*** Given records ***

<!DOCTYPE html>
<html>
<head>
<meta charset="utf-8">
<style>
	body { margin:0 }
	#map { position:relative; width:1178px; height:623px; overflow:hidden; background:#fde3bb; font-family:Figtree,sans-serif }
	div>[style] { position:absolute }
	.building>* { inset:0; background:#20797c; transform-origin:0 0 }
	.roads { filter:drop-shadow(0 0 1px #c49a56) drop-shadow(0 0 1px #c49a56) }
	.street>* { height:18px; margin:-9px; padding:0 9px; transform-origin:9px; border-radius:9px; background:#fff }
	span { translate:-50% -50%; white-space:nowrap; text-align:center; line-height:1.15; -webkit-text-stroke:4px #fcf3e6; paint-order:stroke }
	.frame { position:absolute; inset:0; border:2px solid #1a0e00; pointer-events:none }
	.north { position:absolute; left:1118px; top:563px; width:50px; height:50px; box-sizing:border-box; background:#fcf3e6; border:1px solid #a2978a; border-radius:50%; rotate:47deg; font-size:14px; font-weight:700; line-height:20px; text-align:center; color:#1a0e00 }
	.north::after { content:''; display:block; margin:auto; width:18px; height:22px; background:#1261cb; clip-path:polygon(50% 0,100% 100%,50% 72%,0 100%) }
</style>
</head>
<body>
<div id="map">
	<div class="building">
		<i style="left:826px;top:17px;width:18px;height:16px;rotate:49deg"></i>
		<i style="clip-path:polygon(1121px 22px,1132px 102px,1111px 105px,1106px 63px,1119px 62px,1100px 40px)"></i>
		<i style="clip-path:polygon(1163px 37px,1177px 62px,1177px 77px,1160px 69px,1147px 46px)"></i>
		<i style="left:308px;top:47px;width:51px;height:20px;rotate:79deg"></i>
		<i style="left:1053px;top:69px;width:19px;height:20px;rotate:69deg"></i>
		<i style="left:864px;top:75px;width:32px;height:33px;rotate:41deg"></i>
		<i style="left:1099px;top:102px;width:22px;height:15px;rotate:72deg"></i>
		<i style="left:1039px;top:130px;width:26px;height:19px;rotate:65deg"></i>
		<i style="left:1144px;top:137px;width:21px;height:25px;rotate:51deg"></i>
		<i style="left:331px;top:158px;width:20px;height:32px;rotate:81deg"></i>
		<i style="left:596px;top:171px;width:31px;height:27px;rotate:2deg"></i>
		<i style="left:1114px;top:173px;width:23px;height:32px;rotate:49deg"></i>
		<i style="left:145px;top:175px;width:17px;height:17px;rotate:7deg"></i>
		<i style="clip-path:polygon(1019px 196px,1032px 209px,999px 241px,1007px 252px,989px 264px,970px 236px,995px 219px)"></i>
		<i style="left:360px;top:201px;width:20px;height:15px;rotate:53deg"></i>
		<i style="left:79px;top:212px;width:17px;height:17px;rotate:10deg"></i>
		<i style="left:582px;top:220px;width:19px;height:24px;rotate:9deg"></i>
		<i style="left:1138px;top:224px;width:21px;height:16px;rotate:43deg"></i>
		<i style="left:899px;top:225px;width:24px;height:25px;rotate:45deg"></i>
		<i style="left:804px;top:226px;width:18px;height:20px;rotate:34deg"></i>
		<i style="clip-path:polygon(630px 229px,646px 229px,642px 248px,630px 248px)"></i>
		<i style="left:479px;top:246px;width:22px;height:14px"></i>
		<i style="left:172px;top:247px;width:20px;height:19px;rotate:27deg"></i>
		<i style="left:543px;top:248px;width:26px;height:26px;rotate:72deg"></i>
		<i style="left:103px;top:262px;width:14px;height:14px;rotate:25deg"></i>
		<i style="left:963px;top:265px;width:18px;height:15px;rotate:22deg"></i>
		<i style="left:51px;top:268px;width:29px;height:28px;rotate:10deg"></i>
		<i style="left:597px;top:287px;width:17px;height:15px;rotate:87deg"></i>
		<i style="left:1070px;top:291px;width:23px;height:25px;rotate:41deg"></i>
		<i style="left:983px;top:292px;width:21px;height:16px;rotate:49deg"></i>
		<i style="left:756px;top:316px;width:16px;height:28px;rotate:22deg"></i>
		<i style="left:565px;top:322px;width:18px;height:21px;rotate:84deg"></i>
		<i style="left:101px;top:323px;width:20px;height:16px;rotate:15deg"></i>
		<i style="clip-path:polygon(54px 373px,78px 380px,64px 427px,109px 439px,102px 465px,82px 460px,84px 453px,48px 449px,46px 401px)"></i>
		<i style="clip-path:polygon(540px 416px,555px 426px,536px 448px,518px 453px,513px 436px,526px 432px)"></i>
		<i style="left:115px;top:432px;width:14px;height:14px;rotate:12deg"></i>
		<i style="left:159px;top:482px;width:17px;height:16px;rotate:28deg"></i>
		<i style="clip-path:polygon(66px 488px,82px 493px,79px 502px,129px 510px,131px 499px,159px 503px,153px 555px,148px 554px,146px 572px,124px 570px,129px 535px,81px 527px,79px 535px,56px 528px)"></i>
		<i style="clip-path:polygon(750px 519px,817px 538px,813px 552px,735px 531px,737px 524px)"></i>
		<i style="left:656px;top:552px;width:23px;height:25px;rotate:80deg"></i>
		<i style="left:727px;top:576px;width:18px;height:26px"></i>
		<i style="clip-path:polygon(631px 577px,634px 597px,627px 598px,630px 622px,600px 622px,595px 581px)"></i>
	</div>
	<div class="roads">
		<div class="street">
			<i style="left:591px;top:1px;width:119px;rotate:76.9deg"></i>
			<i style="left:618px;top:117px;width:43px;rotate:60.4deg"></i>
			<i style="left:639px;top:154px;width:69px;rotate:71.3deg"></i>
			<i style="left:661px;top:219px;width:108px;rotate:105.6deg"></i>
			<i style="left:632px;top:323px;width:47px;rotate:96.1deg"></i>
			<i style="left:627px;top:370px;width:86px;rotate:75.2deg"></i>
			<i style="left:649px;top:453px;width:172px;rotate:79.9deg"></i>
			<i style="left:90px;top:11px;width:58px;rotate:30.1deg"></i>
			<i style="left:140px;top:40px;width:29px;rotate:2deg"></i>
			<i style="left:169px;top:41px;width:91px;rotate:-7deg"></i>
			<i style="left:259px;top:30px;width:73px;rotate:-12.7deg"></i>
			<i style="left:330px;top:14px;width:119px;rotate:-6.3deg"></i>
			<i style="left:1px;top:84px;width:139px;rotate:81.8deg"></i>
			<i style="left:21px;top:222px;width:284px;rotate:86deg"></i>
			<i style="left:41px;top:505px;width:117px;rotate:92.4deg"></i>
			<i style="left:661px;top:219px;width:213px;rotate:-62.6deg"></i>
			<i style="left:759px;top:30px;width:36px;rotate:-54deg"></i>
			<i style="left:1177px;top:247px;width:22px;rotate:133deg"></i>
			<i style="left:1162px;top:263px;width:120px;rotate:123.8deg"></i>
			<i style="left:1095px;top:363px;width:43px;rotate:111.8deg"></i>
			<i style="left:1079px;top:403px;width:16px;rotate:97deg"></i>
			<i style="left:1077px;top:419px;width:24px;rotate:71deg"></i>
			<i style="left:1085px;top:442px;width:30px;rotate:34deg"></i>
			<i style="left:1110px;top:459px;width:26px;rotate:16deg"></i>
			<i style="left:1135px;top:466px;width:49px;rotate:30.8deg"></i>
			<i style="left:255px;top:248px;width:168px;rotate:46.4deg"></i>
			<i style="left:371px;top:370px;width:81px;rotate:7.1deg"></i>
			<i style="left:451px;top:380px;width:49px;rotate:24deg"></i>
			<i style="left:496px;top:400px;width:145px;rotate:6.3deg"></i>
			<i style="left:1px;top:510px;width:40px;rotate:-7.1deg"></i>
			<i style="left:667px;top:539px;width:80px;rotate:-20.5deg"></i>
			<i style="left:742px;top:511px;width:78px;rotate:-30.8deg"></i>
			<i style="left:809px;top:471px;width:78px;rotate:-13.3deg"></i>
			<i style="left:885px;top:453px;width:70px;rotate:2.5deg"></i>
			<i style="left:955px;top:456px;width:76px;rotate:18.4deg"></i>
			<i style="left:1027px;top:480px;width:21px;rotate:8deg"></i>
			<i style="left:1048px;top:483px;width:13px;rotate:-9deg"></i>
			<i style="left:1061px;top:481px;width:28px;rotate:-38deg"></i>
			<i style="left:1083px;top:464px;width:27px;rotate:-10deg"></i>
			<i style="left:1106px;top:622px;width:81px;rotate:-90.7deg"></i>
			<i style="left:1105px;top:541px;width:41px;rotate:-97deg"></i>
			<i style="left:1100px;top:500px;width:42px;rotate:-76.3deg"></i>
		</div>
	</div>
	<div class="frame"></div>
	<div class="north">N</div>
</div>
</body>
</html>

***

= Try it =
Above are the entries. Copy exactly the part that opens with the line containing "position:relative; width:1178px; height:623px;" and closes with the line containing "filter:drop-shadow(0 0 1px", and no more.

= Answer for the task =
	#map { position:relative; width:1178px; height:623px; overflow:hidden; background:#fde3bb; font-family:Figtree,sans-serif }
	div>[style] { position:absolute }
	.building>* { inset:0; background:#20797c; transform-origin:0 0 }
	.roads { filter:drop-shadow(0 0 1px #c49a56) drop-shadow(0 0 1px #c49a56) }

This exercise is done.